Durante la sexta sesión ordinaria del Consejo Nacional Morena fueron prohibidas las denostaciones públicas entre militantes, así como el nepotismo, el uso de recursos públicos para beneficio personal o de grupo, la “opulencia” y los viajes en primera clase, el uso de vehículos blindados, el turismo político y otras «extravagancias».
La reunión en la que participaron de 364 consejeros nacionales y fue encabezada por el presidente del Consejo, Alfonso Durazo, en conjunto con la dirigente nacional de Morena Luisa María Alcalde, giró en torno de una carta que les hizo llegar la presidenta Claudia Sheinbaum, en la que pidió a los morenistas no confiarse y no olvidar los orígenes de su partido/movimiento.
“La Presidenta destaca en su carta la importancia de que existan reglas claras para quienes aspiren a representar a nuestro movimiento como candidatas y candidatos en la elección de 2027: que se respeten los tiempos de los procesos internos y electorales, que las campañas sean a ras de tierra, casa por casa, convenciendo al pueblo y no haciendo derroche de recursos económicos, y en que el actuar de la militancia y de quienes nos representan como personas servidoras públicas se mantengan con los principios que nos identifican”, dijo Luisa Alcalde.
Entre los acuerdos, se estableció que todo morenista, pero principalmente quienes compitan por cargos públicos, deberán actuar con “austeridad republicana”, tener independencia de los poderes fácticos, promover la igualdad, tener valores democráticos, aceptar la no reelección y rechazar el nepotismo.

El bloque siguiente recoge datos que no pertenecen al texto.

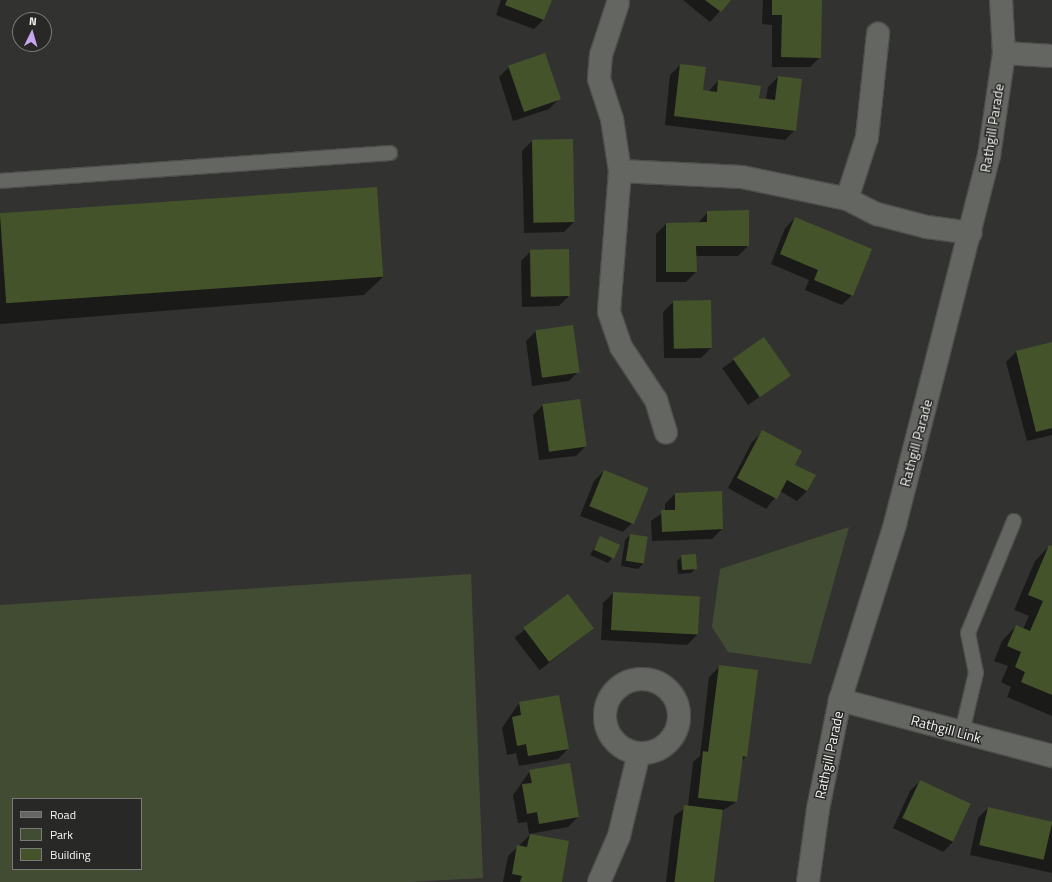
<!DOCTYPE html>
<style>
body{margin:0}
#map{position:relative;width:1052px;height:882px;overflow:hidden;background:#323330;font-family:"Titillium Web",sans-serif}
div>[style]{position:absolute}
.green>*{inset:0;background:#424c33}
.shadow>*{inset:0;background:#0007;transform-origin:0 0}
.building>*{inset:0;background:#45532b;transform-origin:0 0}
.roads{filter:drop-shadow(1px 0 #4e4f4c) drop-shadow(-1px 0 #4e4f4c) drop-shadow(0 1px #4e4f4c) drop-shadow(0 -1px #4e4f4c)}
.lane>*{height:14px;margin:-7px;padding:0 7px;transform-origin:7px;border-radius:7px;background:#646662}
.street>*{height:22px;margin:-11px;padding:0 11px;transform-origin:11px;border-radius:11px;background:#646662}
.street>.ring{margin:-11px;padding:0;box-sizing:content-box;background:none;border:22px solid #646662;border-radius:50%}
span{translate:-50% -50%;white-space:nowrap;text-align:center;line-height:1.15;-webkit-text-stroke:3px #282926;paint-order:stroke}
.street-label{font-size:14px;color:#f4f4f2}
.legend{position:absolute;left:12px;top:798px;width:130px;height:72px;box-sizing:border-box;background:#282926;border:1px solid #7a7a78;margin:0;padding:5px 7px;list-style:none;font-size:12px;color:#f4f4f2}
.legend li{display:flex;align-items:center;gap:8px;height:20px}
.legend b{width:20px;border:1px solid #7a7a78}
.north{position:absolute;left:12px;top:12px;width:40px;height:40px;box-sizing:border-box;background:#282926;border:1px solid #7a7a78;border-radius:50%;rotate:5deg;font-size:11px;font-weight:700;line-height:16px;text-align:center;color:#f4f4f2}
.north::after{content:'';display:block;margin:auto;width:14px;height:18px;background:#c7a6ef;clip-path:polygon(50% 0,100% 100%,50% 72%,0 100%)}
</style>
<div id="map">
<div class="green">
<div style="clip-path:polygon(849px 527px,811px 664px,728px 652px,712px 627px,720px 569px)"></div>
<div style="clip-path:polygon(evenodd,471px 574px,483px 878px,409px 882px,0 882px,0 605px,471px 574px,13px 799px,141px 799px,141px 869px,13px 869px,13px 799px)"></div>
</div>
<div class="shadow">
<div style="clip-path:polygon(501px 0,551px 0,544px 19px,534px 29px,496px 15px)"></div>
<div style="clip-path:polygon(683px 0,730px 0,710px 22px)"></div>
<div style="clip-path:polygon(763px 0,821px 0,820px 57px,810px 67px,772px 67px,772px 25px,762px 24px)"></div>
<div style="clip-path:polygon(680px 65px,702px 91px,708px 92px,718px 81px,766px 100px,768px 87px,778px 77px,795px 130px,785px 140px,665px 125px,670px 75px)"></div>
<div style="clip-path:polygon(509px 67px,559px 99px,549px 109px,513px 121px,499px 77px)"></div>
<div style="clip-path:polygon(532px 141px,574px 222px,564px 232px,524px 233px,522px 151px)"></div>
<div style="clip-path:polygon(376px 188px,383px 277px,364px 295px,0 324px,0 218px)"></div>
<div style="clip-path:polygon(708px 212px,748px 246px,738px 256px,696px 256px,696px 272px,686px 282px,656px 282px,656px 234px,666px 224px,698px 223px)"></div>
<div style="clip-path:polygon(795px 218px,852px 295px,842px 305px,805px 290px,809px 280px,771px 264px,785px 228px)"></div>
<div style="clip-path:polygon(531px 251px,569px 296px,559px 306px,522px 307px,521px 261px)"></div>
<div style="clip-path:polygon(673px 302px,711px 348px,701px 358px,664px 358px,663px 312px)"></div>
<div style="clip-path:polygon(536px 331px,579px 371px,569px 381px,532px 386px,526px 341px)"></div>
<div style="left:764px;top:339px;width:45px;height:51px;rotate:55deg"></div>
<div style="clip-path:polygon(1052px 343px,1052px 435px,1027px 441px,1006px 362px,1016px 352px)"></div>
<div style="clip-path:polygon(543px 405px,586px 446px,576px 456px,539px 460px,533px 415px)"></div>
<div style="clip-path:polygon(762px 432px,794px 465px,807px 491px,797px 501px,780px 491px,766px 509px,728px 488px,752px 442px)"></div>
<div style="clip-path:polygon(604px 471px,633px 522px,623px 532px,580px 516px,594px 481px)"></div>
<div style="clip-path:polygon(721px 492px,722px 529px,712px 539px,652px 541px,651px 521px,665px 511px,665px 504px,675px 494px)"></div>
<div style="clip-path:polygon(630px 535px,647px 538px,643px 564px,638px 569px,621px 566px,625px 540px)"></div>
<div style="clip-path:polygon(601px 537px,612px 558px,608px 563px,590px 555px)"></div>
<div style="clip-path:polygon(1049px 546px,1052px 547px,1052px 716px,1007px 697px,1011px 687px,1001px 682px,1008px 666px,994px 661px,1002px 641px,1016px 626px,1023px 629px,1029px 616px,1014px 610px,1035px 561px)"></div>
<div style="clip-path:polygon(682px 556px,696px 568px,691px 573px,678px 574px,677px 561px)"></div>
<div style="clip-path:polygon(613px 593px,699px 597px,697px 635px,687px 645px,601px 640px,603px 603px)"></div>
<div style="left:568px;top:596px;width:41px;height:68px;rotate:52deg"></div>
<div style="clip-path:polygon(719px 667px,746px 756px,741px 762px,736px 802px,722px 811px,710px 882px,666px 882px,674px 816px,688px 806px,693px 762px,700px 756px,709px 677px)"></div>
<div style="clip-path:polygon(519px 703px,568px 749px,558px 759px,519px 766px,516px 753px,507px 755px,502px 728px)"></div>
<div style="clip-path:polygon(530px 771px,578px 817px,568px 827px,529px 834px,527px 822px,518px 823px,513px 795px)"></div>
<div style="clip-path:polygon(920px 781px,970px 805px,953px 842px,943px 852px,893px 828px,910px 791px)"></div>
<div style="clip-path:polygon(988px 808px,1052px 823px,1052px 873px,970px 855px,978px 818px)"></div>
<div style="clip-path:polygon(530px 835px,561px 882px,503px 882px,508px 856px)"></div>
</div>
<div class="building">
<div style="clip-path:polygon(507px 0,552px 0,544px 20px,505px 5px)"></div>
<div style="clip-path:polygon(705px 0,731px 0,721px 12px)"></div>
<div style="clip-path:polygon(772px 0,822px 0,821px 58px,781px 57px,782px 15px,772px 15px)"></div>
<div style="left:545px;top:53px;width:49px;height:39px;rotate:71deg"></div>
<div style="clip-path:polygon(680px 64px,706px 67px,703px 90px,717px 92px,718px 80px,761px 86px,759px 98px,775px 100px,778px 76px,802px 79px,796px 131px,674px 116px)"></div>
<div style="left:573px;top:139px;width:83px;height:41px;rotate:89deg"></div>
<div style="left:377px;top:187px;width:90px;height:378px;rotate:86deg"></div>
<div style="clip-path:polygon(749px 210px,749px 246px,696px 246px,697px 272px,666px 272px,666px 223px,707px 222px,707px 211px)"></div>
<div style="clip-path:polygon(795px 217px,872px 249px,853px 296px,814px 280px,818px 270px,780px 254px)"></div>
<div style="left:569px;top:249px;width:47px;height:39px;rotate:89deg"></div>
<div style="left:711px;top:300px;width:48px;height:38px;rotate:89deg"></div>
<div style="left:573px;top:325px;width:48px;height:38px;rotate:82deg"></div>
<div style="left:764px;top:337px;width:47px;height:38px;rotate:55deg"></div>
<div style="clip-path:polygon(1052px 342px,1052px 428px,1036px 432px,1016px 351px)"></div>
<div style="left:580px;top:399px;width:48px;height:38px;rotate:82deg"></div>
<div style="clip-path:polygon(762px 430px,802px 451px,795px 465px,816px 475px,807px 491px,787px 480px,777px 499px,737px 478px)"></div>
<div style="left:604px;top:470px;width:48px;height:39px;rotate:22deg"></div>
<div style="clip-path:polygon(722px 491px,723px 529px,662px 532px,661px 510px,675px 510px,675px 493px)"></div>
<div style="left:630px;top:534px;width:18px;height:27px;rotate:9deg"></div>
<div style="left:600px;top:536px;width:22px;height:15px;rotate:24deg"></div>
<div style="clip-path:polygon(1049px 545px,1052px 546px,1052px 695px,1021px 682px,1025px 672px,1015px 667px,1021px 652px,1007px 646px,1016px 625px,1030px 631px,1043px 601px,1028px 595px)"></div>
<div style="left:696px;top:554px;width:15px;height:15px;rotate:86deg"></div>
<div style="left:613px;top:592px;width:87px;height:38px;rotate:3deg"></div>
<div style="left:568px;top:594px;width:43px;height:56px;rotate:53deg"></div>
<div style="clip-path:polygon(719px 665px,758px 670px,747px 757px,743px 756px,737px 802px,698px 798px,703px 751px,708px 752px)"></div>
<div style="clip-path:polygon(559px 695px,569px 749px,528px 756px,526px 744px,517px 746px,512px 717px,521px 715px,519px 702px)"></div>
<div style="clip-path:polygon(570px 763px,579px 817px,539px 824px,537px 812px,527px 814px,522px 784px,532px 783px,529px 770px)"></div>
<div style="left:920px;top:780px;width:56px;height:42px;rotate:25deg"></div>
<div style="left:684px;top:805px;width:39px;height:78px;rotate:7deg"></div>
<div style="left:988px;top:807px;width:66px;height:39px;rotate:13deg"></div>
<div style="clip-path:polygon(530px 834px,569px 841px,562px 882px,520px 882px,522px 876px,512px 874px,517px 845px,527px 847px)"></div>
</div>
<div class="roads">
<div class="lane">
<div style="left:0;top:181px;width:391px;rotate:-4.1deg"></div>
<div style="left:962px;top:732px;width:61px;rotate:-76.7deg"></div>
<div style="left:976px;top:673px;width:41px;rotate:-101.3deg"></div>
<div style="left:968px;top:633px;width:121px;rotate:-67.7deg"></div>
</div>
<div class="street">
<div style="left:618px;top:3px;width:55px;rotate:108.1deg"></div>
<div style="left:601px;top:55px;width:24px;rotate:95deg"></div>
<div style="left:599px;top:79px;width:42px;rotate:72deg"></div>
<div style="left:612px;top:119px;width:53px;rotate:81.3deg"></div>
<div style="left:620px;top:171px;width:141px;rotate:94.5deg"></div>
<div style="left:609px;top:312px;width:37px;rotate:71deg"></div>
<div style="left:621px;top:347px;width:64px;rotate:56.6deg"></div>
<div style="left:656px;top:400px;width:34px;rotate:73deg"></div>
<div style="left:1004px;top:53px;width:48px;rotate:3.6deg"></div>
<div style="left:620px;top:171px;width:122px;rotate:2.8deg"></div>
<div style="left:742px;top:177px;width:107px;rotate:11.8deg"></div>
<div style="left:847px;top:199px;width:34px;rotate:27deg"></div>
<div style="left:877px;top:214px;width:52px;rotate:14.6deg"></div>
<div style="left:927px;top:227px;width:44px;rotate:7.8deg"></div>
<div style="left:847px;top:199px;width:65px;rotate:-72.1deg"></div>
<div style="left:867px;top:137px;width:104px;rotate:-83.9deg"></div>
<div class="ring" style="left:605px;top:679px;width:52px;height:52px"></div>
<div style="left:840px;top:700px;width:219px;rotate:14.8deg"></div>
<div style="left:599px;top:882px;width:50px;rotate:-66.5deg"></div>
<div style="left:619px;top:836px;width:85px;rotate:-76.5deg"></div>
<div style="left:808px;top:882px;width:74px;rotate:-82.2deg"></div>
<div style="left:818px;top:809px;width:111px;rotate:-78.6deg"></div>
<div style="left:840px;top:700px;width:184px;rotate:-72.6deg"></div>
<div style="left:895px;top:524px;width:380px;rotate:-75.7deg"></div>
<div style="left:989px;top:156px;width:104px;rotate:-81.7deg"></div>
<div style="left:1004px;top:53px;width:53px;rotate:-93.2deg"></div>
</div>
</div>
<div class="street-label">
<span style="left:992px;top:128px;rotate:-81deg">Rathgill Parade</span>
<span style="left:916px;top:443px;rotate:-75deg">Rathgill Parade</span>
<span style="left:946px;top:729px;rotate:15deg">Rathgill Link</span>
<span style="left:829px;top:755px;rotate:-78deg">Rathgill Parade</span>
</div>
<ul class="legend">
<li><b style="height:5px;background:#646662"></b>Road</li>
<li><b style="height:11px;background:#424c33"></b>Park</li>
<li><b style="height:11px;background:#45532b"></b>Building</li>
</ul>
<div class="north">N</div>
</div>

Presente en el presídium estuvo Andrés López Beltrán, el hijo del expresidente Andrés Manuel López Obrador.
Quedó “prohibido” utilizar recursos humanos, materiales o financieros de carácter público para beneficio personal, familiar, gremial o de grupo, o con fines distintos a sus actividades oficiales, representativas o partidarias.
También se proscribió realizar viajes aéreos en primera clase o utilizar vehículos aéreos privados; usar vehículos blindados, servicios de seguridad privada o personal de apoyo excesivo; hacer “turismo político” y participar en congresos internacionales en el extranjero; promover el “consumismo” o exhibir signos de ostentación material como joyería, ropa de marcas exclusivas, propiedades o automóviles de alto valor, restaurantes o turismo de lujo, entre otras cuestiones que fueron calificadas como “extravagancias».
«La parafernalia del poder pertenece al pasado de corrupción y privilegios, Morena es humildad», señala el acuerdo.
También se acordó como uno de los ejes el respeto y la igualdad entre la militancia. “El principio elemental es la unidad, el respeto mutuo, la crítica fraterna, y se establece como prohibición algunas conductas como denostaciones públicas entre militantes; respetar los mecanismos institucionales como la Comisión Nacional de Honestidad y Justicia para dirimir nuestras controversias”, señaló Alcalde Luján.